NeuroSupport: EEG-Based Evaluation of Mental Health LLMs for Youth in Muslim-Majority Indonesia
Abstract
Indonesia, the world’s largest Muslim‑majority country, faces a severe shortage of accessible mental health support. While large language models (LLMs) offer a scalable path to AI‑assisted supportive dialogue, current evaluation relies heavily on text‑based heuristics or subjective self-reports, failing to capture whether generated responses actively engage the human brain’s neural validation and emotional regulation circuits.

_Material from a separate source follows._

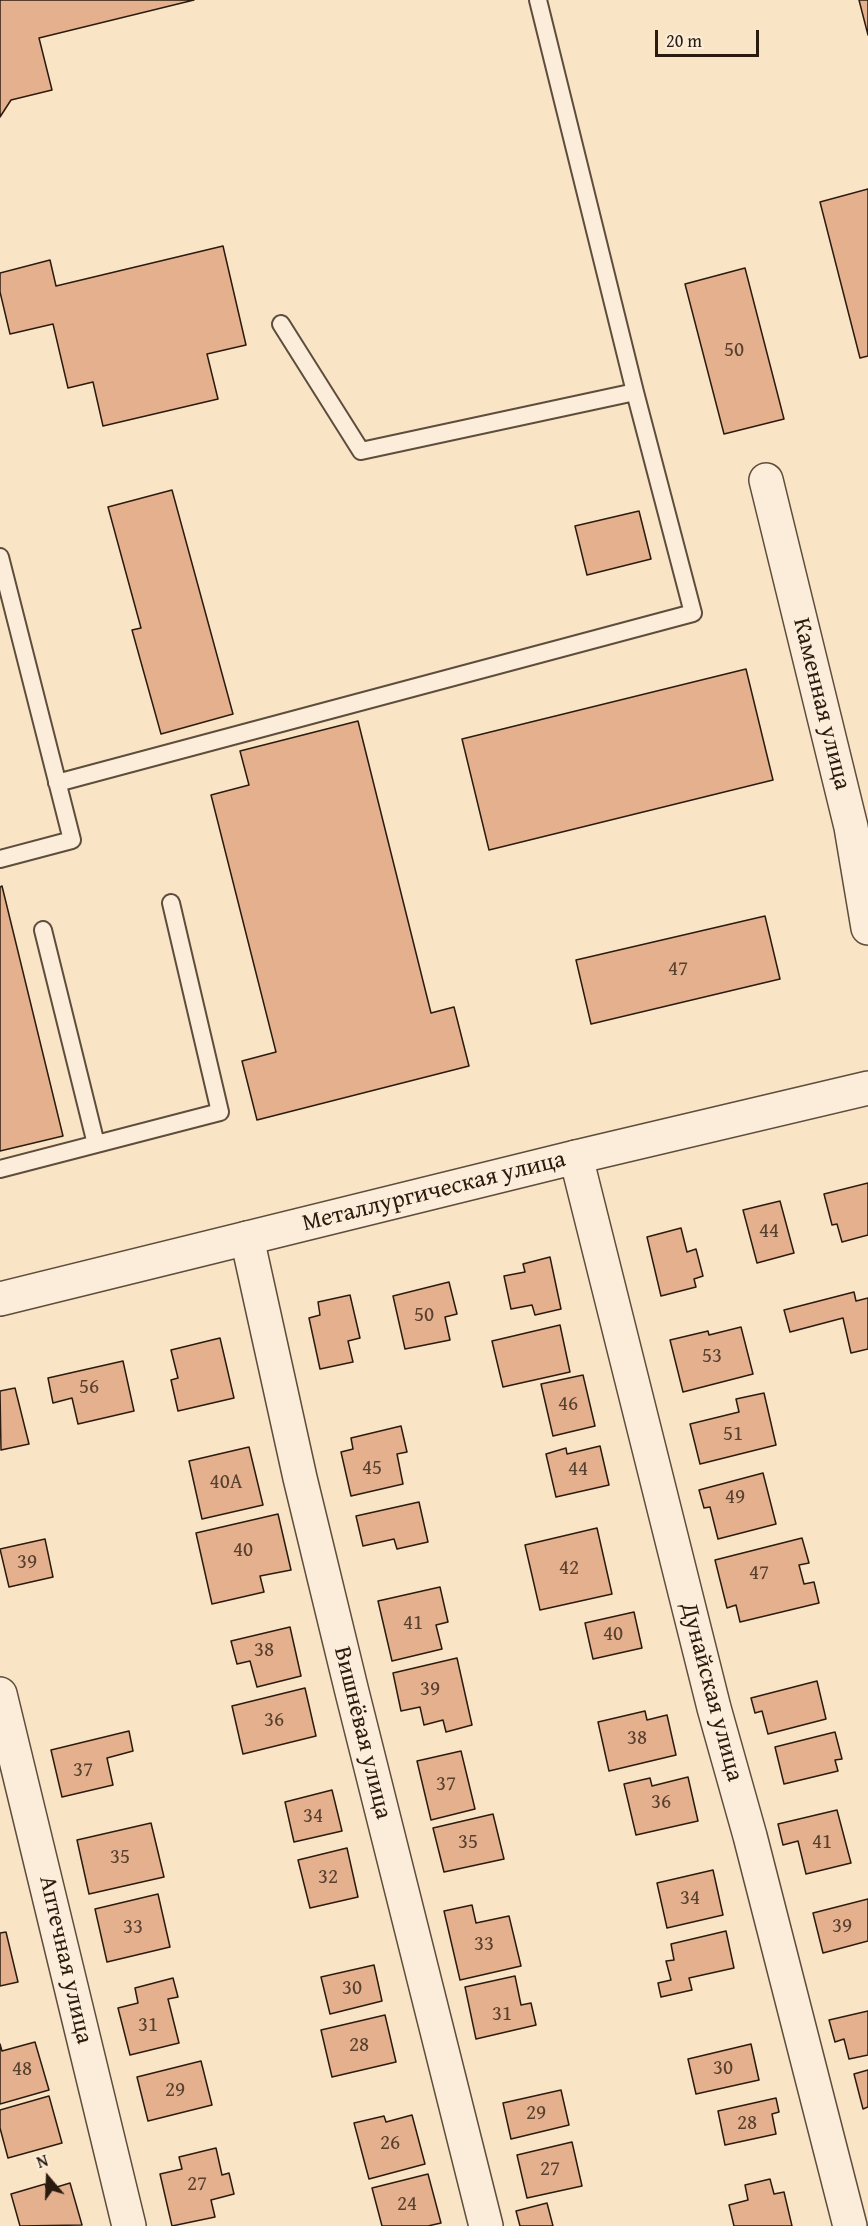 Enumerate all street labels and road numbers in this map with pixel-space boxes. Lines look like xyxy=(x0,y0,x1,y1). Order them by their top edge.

To address this gap, we introduce \emph{NeuroBench}, a dataset of electroencephalograms (EEG) signals from 60 Indonesian youth (ages 16–24) reading psychologist- and LLM-generated supportive responses to twelve culturally grounded distress vignettes in Bahasa Indonesia. For each response, we record three reward-relevant neural signals, yielding approximately 12,000 response–EEG pairs with full clinician annotations for safety and cultural appropriateness. In the proposed competition, participants are tasked to build models that predict the EEG signals that were actually recorded when responses were read by the recruited youths. Specifically, given the distress vignette, a candidate supportive response, and basic participant demographics, models must forecast three well‑established neural signatures of therapeutic engagement: the feedback‑related negativity, the late positive potential, and frontal alpha asymmetry, which index valuation, emotional salience, and approach motivation, respectively. The competition will be evaluated using mean squared error and Pearson correlation against the true EEG features on a held‑out set of 20\% of participants, with an additional bonus track for models that jointly predict the clinician‑rated safety and cultural appropriateness scores. By anchoring evaluation in direct neural evidence rather than surface‑level text similarity, NeuroBench aims to catalyze the development of LLMs that genuinely resonate with the brain’s reward and emotion‑regulation systems, pushing the frontier of neurally validated, culturally‑informed mental health applications.